THE RECORDS Start Marker

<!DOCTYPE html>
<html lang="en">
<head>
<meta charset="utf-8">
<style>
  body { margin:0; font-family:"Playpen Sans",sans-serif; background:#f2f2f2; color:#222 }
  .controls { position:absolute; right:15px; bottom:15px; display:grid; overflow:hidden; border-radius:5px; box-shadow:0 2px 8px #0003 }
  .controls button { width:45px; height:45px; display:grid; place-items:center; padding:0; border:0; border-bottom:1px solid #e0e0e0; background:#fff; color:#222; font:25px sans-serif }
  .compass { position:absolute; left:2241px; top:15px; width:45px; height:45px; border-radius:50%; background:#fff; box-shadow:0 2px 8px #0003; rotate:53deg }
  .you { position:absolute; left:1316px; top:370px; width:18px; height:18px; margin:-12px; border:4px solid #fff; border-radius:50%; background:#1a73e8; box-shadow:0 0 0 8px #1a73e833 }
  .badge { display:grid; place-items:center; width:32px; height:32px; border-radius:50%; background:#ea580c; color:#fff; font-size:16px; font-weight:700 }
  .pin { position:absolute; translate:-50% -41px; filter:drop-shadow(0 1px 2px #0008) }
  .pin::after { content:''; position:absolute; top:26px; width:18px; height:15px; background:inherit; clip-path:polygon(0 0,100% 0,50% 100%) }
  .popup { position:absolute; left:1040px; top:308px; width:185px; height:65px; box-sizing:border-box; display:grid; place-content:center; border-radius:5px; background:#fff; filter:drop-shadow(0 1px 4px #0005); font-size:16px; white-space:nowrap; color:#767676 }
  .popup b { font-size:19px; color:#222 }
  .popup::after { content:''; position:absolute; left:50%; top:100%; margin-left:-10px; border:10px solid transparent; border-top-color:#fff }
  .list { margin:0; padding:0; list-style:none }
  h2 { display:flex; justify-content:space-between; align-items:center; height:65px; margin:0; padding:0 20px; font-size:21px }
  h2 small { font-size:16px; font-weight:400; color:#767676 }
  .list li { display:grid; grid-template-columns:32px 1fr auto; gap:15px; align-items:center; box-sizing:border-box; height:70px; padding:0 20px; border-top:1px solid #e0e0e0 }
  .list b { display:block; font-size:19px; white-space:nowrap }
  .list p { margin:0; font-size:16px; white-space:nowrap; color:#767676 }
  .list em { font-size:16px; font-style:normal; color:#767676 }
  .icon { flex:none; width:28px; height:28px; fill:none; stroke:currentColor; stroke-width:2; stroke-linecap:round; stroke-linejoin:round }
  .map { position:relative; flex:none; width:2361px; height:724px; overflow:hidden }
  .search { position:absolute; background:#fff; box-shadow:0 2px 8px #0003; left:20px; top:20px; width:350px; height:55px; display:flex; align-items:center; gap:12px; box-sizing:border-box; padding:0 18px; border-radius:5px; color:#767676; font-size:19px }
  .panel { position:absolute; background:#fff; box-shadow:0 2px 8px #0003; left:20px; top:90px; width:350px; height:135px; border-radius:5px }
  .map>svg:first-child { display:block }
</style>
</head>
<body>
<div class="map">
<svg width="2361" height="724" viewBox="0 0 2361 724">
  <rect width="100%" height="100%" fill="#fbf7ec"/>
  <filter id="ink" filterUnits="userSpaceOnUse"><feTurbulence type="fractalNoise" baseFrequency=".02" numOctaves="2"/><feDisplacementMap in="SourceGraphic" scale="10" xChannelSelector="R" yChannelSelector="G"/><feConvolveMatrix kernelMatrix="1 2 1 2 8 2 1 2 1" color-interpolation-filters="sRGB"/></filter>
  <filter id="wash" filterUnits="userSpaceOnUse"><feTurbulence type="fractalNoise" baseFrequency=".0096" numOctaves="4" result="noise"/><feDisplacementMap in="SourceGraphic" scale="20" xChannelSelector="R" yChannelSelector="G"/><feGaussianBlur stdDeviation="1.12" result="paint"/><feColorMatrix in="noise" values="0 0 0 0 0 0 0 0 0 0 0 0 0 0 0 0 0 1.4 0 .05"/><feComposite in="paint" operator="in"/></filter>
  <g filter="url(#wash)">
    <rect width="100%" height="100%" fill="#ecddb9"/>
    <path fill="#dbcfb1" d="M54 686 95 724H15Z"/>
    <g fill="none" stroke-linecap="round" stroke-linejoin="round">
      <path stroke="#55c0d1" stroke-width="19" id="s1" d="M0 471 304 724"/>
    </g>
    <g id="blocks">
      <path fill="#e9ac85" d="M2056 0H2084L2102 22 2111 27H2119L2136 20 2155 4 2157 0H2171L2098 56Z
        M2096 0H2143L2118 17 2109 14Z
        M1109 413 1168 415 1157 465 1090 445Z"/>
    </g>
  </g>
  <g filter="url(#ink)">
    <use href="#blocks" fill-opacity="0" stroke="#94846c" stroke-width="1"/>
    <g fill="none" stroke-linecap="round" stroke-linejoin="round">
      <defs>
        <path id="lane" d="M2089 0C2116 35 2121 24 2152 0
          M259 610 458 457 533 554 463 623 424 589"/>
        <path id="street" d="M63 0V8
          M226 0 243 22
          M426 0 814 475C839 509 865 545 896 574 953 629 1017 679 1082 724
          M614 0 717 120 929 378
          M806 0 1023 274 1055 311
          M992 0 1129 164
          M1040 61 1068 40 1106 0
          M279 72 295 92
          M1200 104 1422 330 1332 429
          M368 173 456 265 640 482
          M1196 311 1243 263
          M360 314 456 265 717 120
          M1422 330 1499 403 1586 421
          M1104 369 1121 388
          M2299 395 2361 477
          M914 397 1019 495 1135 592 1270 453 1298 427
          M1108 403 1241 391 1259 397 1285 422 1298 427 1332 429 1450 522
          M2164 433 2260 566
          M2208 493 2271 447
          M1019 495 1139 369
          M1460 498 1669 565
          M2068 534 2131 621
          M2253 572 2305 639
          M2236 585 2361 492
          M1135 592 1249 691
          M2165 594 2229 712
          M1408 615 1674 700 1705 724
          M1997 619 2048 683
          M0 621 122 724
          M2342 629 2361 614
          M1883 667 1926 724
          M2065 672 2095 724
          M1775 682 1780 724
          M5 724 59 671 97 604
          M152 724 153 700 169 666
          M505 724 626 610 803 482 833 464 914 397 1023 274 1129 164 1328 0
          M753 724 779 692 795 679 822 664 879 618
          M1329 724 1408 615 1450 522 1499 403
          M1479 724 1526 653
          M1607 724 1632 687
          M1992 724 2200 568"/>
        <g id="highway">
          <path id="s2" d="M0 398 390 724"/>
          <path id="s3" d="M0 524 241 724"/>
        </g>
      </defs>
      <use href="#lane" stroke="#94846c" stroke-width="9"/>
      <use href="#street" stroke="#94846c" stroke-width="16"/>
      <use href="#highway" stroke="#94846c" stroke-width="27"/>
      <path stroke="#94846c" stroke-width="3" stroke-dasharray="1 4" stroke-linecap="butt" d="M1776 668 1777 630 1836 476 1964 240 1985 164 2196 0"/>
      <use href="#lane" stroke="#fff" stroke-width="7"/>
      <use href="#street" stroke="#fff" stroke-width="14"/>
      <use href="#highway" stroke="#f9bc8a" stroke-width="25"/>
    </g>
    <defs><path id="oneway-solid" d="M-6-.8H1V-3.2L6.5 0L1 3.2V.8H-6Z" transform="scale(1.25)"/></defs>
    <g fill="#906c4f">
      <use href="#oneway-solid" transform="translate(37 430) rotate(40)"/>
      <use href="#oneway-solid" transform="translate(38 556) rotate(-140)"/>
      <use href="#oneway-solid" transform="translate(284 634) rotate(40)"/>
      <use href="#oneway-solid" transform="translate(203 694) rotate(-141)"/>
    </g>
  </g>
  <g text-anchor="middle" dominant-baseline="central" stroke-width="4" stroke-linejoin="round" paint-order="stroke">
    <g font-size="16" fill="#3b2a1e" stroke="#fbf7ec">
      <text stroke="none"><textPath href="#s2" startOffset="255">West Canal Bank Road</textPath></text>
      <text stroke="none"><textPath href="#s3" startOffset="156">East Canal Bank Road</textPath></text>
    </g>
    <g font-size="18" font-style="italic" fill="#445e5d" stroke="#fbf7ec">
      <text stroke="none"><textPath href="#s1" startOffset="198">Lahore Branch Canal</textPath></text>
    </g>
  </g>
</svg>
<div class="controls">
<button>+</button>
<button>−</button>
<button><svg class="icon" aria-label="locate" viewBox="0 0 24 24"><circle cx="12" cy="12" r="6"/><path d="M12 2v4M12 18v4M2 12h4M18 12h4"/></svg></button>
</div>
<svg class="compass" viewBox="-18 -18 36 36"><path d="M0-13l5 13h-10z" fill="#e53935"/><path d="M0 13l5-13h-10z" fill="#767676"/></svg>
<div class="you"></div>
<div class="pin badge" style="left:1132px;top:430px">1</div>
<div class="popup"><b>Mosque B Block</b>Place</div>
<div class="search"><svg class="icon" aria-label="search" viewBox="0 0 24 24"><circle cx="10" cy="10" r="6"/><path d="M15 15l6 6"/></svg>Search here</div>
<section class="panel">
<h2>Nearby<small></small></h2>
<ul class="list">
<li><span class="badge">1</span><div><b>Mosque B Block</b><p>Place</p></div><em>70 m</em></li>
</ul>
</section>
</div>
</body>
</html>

THE RECORDS End Marker

- [YOUR ASSIGNMENT] What lines above mention "yChannelSelector"? Copy each one.

- [SOLUTION]
  <filter id="ink" filterUnits="userSpaceOnUse"><feTurbulence type="fractalNoise" baseFrequency=".02" numOctaves="2"/><feDisplacementMap in="SourceGraphic" scale="10" xChannelSelector="R" yChannelSelector="G"/><feConvolveMatrix kernelMatrix="1 2 1 2 8 2 1 2 1" color-interpolation-filters="sRGB"/></filter>
  <filter id="wash" filterUnits="userSpaceOnUse"><feTurbulence type="fractalNoise" baseFrequency=".0096" numOctaves="4" result="noise"/><feDisplacementMap in="SourceGraphic" scale="20" xChannelSelector="R" yChannelSelector="G"/><feGaussianBlur stdDeviation="1.12" result="paint"/><feColorMatrix in="noise" values="0 0 0 0 0 0 0 0 0 0 0 0 0 0 0 0 0 1.4 0 .05"/><feComposite in="paint" operator="in"/></filter>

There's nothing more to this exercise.